Ursula Heinen fordert Sensibilisierung für den Umgang mit persönlichen Daten
Berlin, Juni 2009. „Medienkompetenz ist heute eine Schlüsselqualifikation und muss unmittelbar nach Lesen, Schreiben und Rechnen bereits in der Grundschule gelehrt werden,“ forderte der Vorsitzende des Vereins „Deutschland sicher im Netz (DsiN)“ Professor Dieter Kempf am Ende der Abschlussveranstaltung des Projektes „Soziale Netzwerke: Web 2.0 (er)leben!“. Nur so könnten Kinder und Jugendliche für den bewussten Umgang mit persönlichen Daten wirksam sensibilisiert werden. Der Vorsitzende fasste am Ende die wichtigsten Themen der Veranstaltung zusammen, die von allen Beteiligten weiter bearbeitet werden sollen: eine Wertediskussion im Netz, Haftungsfragen, Frage nach Wortfiltern, das Spannungsfeld zwischen Sicherheitsbedürfnis einerseits und Anonymisierung andererseits, sowie eine bessere Altersverifikation der 12-16-jährigen.
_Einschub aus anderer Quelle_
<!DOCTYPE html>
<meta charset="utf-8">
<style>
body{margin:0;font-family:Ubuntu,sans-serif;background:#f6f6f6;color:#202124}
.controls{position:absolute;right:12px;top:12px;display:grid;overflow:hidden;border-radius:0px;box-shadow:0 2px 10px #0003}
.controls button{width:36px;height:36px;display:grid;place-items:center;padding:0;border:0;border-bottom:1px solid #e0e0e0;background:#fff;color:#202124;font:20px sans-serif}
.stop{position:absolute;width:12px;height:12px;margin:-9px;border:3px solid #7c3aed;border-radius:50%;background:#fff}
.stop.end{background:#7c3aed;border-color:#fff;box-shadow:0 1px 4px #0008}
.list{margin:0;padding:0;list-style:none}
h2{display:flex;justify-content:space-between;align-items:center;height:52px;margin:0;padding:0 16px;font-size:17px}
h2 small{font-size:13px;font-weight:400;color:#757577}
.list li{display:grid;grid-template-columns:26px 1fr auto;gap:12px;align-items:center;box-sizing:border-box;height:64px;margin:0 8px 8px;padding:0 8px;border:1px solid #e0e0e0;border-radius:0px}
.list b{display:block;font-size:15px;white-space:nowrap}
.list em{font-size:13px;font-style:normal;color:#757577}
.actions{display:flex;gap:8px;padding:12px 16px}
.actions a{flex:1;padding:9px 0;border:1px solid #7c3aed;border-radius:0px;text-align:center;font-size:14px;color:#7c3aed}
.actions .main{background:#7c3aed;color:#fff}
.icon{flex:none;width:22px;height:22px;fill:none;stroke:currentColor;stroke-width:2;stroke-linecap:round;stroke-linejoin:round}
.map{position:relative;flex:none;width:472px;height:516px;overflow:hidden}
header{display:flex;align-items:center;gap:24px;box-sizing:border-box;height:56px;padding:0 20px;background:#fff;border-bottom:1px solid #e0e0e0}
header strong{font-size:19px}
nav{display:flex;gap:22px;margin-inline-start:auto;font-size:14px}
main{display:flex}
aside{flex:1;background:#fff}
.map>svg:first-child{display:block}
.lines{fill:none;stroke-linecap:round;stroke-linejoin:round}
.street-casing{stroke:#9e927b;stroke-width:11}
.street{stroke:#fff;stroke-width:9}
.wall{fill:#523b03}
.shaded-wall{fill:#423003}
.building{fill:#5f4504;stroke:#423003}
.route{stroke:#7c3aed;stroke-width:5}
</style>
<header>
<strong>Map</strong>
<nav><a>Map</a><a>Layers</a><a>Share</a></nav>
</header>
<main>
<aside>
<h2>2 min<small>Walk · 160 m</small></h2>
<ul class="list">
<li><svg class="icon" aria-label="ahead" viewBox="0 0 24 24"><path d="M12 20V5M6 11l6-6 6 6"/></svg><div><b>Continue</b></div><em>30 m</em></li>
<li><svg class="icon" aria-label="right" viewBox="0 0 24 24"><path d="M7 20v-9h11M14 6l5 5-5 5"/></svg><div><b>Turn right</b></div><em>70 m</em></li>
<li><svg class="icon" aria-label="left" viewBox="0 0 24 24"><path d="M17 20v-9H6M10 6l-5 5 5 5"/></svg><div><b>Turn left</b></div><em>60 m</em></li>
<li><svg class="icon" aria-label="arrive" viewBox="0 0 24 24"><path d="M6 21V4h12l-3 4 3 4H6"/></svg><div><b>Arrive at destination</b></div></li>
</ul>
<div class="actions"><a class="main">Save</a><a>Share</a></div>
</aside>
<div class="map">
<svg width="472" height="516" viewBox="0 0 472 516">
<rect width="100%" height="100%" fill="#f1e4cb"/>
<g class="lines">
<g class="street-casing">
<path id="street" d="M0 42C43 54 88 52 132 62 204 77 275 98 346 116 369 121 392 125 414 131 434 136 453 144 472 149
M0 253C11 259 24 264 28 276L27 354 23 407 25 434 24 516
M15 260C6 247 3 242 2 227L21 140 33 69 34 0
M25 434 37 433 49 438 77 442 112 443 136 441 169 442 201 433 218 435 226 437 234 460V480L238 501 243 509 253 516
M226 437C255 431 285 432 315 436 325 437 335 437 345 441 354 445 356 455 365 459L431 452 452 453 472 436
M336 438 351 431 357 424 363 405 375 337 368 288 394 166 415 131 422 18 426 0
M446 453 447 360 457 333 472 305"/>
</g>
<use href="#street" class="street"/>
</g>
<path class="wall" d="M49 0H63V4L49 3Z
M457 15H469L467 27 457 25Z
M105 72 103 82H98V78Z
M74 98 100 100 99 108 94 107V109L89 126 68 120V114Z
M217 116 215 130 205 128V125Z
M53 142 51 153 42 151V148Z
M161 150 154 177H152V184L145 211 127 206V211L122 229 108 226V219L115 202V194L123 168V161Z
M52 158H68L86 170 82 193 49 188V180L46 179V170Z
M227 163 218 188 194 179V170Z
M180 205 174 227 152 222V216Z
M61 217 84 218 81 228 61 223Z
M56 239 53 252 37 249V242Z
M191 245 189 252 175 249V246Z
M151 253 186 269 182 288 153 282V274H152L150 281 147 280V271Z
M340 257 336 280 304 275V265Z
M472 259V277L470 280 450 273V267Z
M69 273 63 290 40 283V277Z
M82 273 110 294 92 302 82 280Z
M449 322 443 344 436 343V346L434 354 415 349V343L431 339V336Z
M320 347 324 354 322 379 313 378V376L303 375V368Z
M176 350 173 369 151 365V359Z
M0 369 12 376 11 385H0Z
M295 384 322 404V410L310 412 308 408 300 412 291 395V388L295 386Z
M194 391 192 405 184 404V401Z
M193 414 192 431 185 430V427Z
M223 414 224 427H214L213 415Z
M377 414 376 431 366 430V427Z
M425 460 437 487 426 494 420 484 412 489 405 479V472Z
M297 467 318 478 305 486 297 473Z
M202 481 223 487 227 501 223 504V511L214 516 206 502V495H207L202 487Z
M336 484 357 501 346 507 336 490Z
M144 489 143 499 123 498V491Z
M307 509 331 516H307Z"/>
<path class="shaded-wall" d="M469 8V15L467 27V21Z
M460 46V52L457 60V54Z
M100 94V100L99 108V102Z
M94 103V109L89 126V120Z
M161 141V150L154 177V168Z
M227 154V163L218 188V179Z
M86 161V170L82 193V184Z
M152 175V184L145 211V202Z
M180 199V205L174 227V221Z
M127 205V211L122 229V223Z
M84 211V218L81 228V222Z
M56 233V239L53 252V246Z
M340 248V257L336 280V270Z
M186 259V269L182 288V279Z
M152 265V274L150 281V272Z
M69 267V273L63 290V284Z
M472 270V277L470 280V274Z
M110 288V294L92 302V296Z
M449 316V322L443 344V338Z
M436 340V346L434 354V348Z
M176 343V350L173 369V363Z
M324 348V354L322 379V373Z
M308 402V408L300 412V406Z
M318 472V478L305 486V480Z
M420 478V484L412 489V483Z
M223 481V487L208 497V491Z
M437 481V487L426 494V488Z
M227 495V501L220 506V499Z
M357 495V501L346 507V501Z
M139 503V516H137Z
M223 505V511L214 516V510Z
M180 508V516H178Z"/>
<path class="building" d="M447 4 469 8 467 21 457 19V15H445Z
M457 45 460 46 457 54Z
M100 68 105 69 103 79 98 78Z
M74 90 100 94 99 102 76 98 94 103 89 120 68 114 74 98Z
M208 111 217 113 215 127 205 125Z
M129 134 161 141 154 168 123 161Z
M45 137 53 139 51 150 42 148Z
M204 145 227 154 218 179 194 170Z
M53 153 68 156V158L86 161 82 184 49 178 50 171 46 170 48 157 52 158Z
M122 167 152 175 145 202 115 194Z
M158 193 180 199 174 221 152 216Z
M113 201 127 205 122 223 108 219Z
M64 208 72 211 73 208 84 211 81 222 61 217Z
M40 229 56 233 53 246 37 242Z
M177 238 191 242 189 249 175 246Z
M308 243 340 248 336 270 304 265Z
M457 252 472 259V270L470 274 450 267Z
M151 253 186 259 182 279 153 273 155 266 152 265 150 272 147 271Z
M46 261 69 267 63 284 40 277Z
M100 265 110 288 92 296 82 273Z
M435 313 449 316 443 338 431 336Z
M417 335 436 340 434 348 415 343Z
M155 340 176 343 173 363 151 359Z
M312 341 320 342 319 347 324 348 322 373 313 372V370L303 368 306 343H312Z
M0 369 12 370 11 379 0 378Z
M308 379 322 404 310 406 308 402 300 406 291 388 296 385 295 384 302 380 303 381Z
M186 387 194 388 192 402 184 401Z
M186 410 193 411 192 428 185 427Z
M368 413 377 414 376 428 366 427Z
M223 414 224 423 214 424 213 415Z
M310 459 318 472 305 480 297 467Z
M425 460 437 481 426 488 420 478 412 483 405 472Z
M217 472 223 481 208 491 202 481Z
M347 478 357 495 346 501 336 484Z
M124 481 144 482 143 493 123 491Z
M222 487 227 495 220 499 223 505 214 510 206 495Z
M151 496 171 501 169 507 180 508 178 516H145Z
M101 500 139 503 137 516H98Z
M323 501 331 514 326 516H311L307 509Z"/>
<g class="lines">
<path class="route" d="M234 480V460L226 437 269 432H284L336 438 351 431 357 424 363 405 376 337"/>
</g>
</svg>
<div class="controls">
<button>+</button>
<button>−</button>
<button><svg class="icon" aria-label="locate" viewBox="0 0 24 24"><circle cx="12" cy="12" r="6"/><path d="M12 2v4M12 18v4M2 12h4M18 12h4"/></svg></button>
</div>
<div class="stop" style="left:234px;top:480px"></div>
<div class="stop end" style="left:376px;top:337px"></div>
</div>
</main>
Die parlamentarische Staatssekretärin im Bundesministerium für Ernährung, Landwirtschaft und Verbraucherschutz Ursula Heinen hatte als Schirmherrin die Initiative ergriffen und die DsiN-Mitglieder studiVZ, Deutsche Telekom und BITKOM haben das Projekt mit Unterstützung des Bundesverbraucherministeriums und des Bundesinnenministeriums umgesetzt. Zu Beginn der Veranstaltung hatte die Parlamentarische Staatssekretärin Ursula Heinen angemerkt, dass „Soziale Netzwerke“ für den digitalen Verbraucherschutz eine große Herausforderung sind und forderte eine Sensibilisierung für den bewussten Umgang mit persönlichen Daten. Diese diene auch dazu, die gesellschaftliche Veränderung so zu begleiten, dass kein Druck entstehe, alles über sich preisgeben zu müssen, um „dazu zu gehören“.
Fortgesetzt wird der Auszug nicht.